→ WORK TO BE COMPLETED
In the records below, find the line containing "Detect all labels, markers", then reproduce that line and every one after it to the end, exactly and alone.

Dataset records
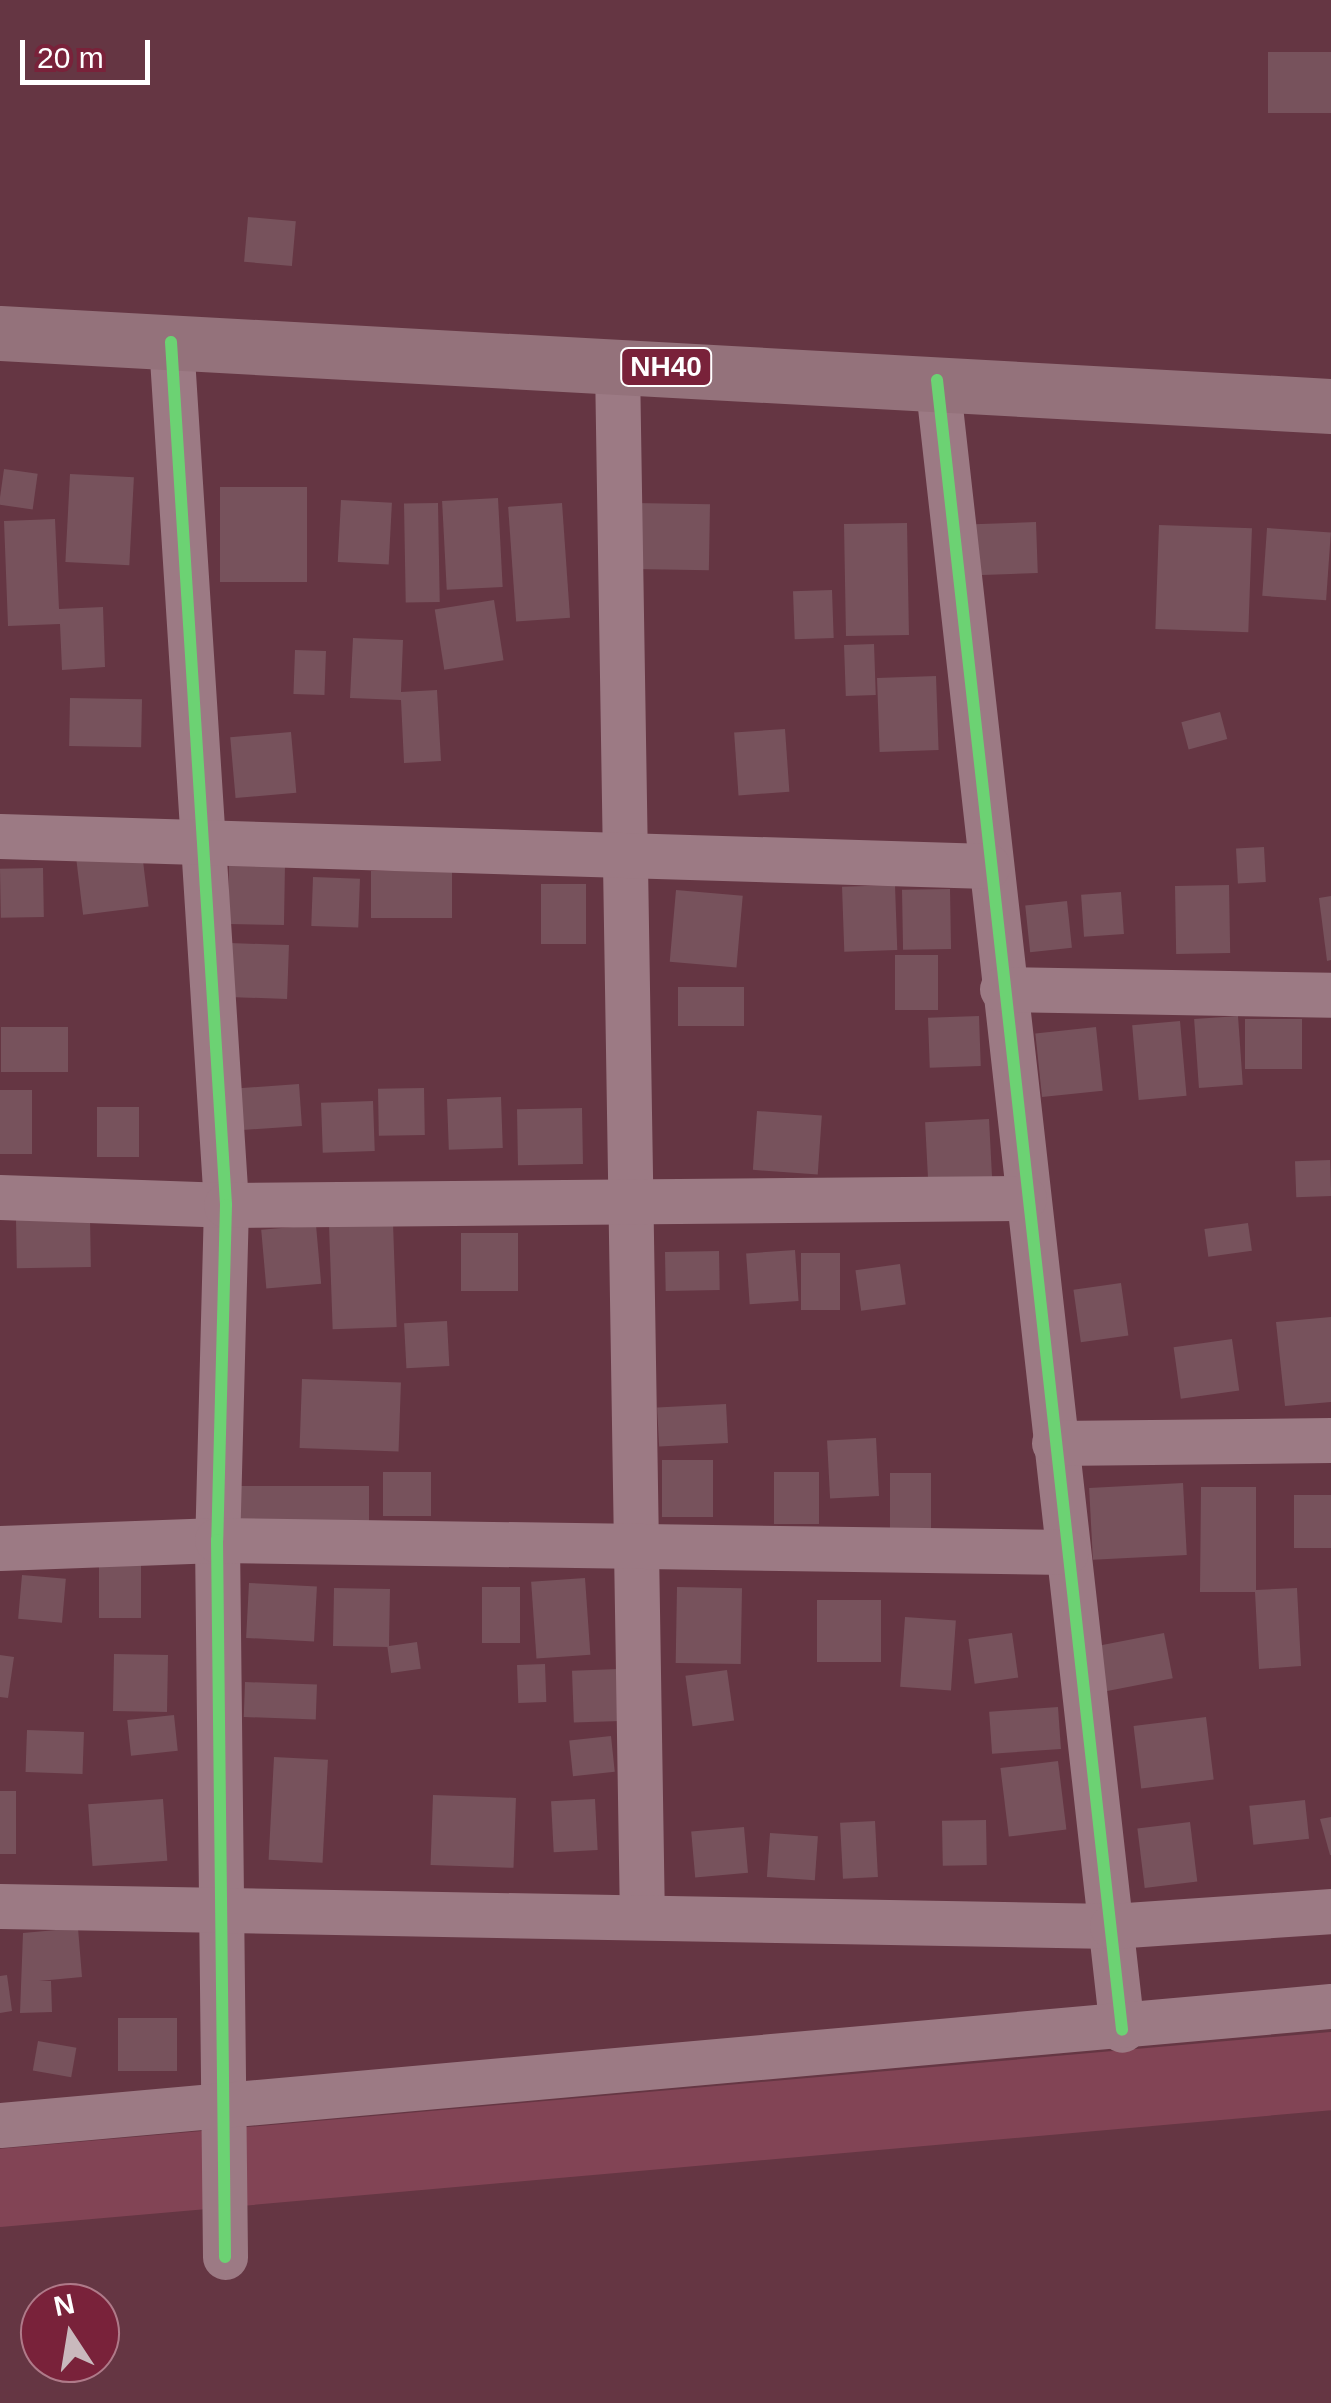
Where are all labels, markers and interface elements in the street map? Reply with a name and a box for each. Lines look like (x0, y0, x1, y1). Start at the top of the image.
scale bar (25, 20, 155, 82)
text: 20 m (37, 41, 104, 74)
road number: NH40 (618, 344, 714, 390)
north arrow (20, 2283, 120, 2383)
text: N (51, 2288, 77, 2322)

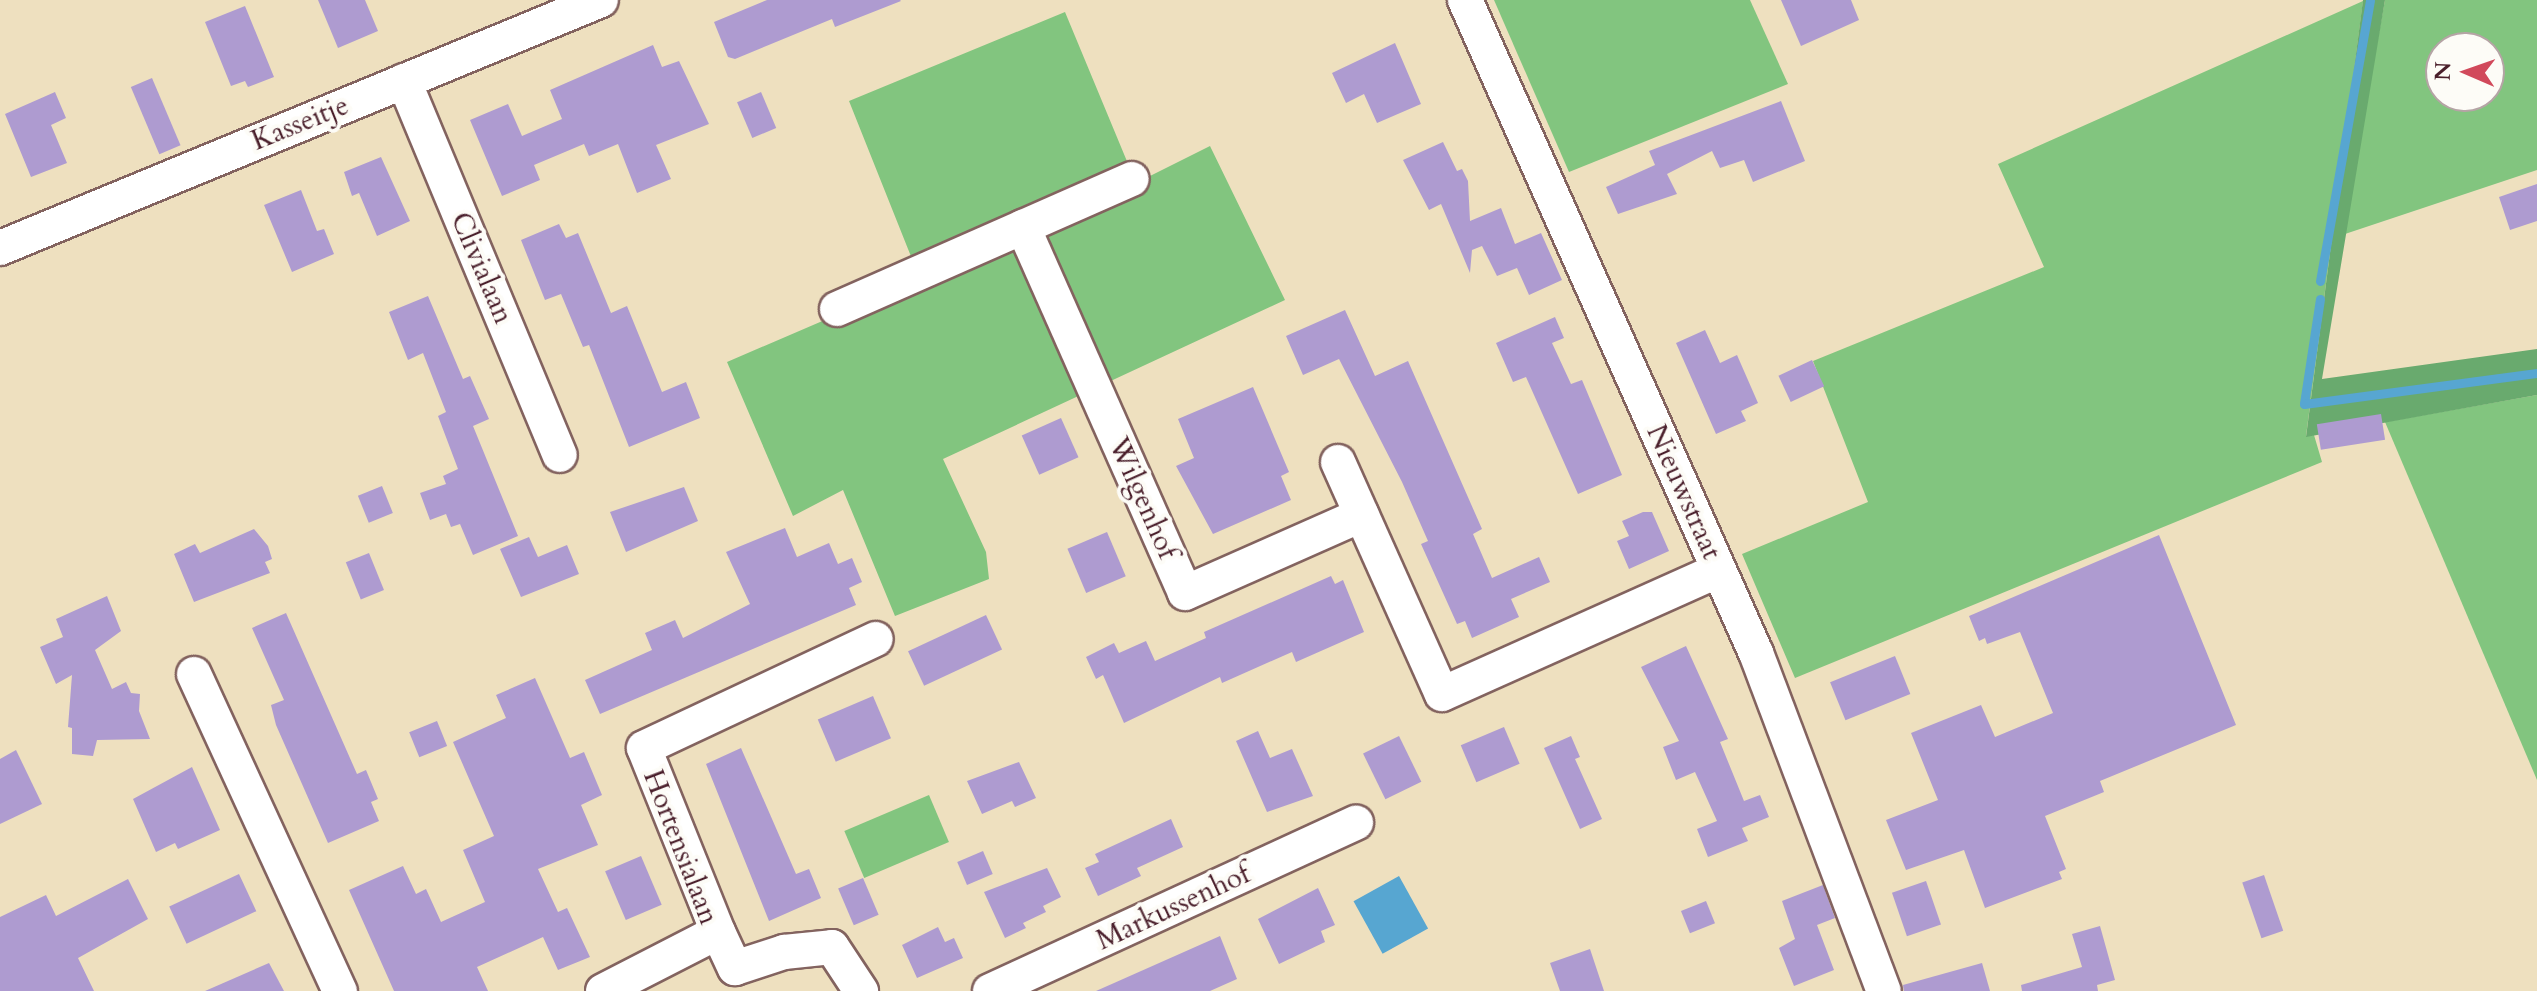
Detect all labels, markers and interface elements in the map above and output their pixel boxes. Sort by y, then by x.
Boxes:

→ EXERCISE SOLUTION
Detect all labels, markers and interface elements in the map above and output their pixel boxes. Sort by y, then by x.
Boxes:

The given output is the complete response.